▸ Work task: Pull each line with the string "lineWidth" from the entries.

▸ Records provided:
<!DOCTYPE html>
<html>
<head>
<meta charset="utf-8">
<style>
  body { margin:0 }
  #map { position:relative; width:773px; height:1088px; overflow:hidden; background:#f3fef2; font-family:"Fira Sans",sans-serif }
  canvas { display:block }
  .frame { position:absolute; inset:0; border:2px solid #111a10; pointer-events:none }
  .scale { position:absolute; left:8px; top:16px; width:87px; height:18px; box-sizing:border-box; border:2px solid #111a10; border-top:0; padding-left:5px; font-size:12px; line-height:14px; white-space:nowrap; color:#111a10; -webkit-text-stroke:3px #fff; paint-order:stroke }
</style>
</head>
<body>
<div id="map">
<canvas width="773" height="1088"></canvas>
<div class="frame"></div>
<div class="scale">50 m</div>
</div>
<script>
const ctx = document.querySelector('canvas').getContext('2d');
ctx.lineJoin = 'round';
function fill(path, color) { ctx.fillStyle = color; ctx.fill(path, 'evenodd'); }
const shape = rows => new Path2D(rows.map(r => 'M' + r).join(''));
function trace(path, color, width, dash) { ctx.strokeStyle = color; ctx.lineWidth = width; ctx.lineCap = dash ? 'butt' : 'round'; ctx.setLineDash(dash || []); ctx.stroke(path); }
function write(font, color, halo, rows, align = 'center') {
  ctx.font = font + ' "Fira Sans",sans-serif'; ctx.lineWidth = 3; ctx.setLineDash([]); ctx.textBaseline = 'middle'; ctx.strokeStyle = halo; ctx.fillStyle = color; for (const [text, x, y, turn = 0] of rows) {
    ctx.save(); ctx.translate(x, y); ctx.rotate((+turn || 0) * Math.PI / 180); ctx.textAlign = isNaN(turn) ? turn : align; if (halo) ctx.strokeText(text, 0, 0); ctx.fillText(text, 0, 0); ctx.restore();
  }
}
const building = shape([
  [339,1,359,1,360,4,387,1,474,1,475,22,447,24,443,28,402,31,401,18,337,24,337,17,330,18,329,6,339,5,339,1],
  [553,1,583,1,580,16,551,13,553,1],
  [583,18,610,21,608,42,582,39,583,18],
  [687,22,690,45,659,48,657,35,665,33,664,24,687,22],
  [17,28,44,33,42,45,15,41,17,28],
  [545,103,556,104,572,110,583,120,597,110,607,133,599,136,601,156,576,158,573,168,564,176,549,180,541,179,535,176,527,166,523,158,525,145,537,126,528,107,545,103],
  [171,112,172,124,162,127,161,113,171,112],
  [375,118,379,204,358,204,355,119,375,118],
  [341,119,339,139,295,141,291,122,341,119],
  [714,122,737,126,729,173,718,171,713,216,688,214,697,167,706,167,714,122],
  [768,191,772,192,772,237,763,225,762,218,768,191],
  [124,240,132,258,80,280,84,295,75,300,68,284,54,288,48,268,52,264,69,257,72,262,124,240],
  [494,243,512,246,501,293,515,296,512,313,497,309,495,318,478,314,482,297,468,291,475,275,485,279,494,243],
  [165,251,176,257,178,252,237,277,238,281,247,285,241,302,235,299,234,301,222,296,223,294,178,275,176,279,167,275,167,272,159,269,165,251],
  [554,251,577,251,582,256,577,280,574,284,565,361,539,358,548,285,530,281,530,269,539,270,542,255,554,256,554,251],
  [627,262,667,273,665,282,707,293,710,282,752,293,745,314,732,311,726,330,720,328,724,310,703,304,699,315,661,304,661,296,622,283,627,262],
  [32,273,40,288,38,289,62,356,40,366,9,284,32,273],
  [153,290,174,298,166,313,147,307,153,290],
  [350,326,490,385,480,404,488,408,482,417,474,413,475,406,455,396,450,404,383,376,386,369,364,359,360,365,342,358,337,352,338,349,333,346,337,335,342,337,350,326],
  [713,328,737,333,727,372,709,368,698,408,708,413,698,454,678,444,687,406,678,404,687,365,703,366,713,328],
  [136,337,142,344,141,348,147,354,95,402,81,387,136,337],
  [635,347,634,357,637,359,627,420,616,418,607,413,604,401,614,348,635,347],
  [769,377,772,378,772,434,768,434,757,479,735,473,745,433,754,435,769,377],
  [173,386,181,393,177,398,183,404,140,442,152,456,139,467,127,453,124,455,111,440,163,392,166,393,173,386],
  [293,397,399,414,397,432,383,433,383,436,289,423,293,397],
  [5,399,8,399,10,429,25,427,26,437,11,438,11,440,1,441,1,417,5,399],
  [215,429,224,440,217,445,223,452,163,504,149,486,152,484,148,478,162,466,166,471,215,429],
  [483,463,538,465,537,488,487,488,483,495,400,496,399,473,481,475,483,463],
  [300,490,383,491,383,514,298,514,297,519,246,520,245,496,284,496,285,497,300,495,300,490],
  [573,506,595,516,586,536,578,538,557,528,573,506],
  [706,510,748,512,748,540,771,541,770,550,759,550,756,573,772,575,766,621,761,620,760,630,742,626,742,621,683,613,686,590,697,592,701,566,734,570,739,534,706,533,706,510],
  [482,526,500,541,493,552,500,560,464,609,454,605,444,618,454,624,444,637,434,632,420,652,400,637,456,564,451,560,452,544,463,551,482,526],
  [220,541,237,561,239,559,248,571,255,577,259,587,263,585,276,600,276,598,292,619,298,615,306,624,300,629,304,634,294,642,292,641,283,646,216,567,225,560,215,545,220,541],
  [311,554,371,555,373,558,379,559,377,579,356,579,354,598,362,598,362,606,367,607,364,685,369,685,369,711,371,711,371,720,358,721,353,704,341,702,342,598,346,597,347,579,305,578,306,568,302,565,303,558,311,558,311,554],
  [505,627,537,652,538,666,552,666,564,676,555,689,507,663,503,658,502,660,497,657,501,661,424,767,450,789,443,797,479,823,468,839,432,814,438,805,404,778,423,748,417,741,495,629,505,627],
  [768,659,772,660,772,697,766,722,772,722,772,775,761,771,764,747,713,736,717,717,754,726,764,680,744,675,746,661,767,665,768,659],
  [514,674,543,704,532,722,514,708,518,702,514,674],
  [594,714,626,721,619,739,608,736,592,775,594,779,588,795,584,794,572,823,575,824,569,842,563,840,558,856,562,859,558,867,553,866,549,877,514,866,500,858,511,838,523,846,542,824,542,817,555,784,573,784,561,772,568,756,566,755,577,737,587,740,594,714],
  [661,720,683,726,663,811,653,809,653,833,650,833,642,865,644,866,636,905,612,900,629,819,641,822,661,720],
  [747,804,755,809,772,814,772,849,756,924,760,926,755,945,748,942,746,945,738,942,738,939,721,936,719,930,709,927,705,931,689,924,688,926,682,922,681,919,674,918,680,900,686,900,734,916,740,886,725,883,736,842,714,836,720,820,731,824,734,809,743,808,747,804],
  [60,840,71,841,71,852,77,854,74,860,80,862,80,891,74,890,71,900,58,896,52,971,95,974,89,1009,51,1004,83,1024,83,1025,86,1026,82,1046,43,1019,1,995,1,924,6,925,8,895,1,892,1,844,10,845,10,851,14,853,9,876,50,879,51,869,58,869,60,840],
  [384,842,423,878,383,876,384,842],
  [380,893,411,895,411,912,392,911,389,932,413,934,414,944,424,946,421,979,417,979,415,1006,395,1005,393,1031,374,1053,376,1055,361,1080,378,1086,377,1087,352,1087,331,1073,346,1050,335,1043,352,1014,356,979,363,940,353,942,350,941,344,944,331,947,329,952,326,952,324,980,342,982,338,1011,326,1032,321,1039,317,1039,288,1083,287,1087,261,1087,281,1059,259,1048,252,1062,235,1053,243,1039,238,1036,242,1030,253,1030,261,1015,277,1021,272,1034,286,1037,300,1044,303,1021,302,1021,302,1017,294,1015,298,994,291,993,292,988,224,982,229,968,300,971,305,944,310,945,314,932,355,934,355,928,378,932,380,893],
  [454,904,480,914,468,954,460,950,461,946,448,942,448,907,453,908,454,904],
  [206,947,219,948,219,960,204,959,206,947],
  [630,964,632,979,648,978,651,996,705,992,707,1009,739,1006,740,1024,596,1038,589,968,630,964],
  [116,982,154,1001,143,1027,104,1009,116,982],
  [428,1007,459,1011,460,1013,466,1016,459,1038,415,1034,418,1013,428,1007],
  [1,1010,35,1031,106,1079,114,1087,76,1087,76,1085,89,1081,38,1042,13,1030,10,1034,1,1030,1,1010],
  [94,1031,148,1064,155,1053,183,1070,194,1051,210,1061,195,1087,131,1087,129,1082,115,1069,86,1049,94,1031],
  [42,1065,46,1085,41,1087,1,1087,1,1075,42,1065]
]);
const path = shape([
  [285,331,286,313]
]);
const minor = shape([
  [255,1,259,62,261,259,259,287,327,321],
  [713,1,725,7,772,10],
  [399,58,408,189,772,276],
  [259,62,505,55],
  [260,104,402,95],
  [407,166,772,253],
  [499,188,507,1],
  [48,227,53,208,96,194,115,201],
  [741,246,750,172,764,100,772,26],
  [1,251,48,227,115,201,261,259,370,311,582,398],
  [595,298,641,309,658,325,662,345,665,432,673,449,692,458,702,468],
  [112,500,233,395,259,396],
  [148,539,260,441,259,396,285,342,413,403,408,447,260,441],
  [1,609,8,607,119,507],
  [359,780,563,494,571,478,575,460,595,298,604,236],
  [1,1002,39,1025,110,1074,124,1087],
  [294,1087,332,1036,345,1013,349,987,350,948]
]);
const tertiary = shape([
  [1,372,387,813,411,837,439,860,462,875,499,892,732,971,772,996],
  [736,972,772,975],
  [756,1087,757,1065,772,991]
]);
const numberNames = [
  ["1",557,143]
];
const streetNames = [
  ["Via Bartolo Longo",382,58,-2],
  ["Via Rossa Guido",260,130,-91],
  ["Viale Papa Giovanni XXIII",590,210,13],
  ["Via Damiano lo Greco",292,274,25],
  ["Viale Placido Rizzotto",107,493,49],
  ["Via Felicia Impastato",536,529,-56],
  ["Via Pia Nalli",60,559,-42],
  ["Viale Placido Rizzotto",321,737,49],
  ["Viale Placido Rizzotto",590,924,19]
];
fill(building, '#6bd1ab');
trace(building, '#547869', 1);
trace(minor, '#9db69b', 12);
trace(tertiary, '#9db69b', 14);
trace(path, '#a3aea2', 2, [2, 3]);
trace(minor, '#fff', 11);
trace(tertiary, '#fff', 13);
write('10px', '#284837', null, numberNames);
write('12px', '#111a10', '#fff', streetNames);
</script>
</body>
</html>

▸ Exercise answer:
function trace(path, color, width, dash) { ctx.strokeStyle = color; ctx.lineWidth = width; ctx.lineCap = dash ? 'butt' : 'round'; ctx.setLineDash(dash || []); ctx.stroke(path); }
  ctx.font = font + ' "Fira Sans",sans-serif'; ctx.lineWidth = 3; ctx.setLineDash([]); ctx.textBaseline = 'middle'; ctx.strokeStyle = halo; ctx.fillStyle = color; for (const [text, x, y, turn = 0] of rows) {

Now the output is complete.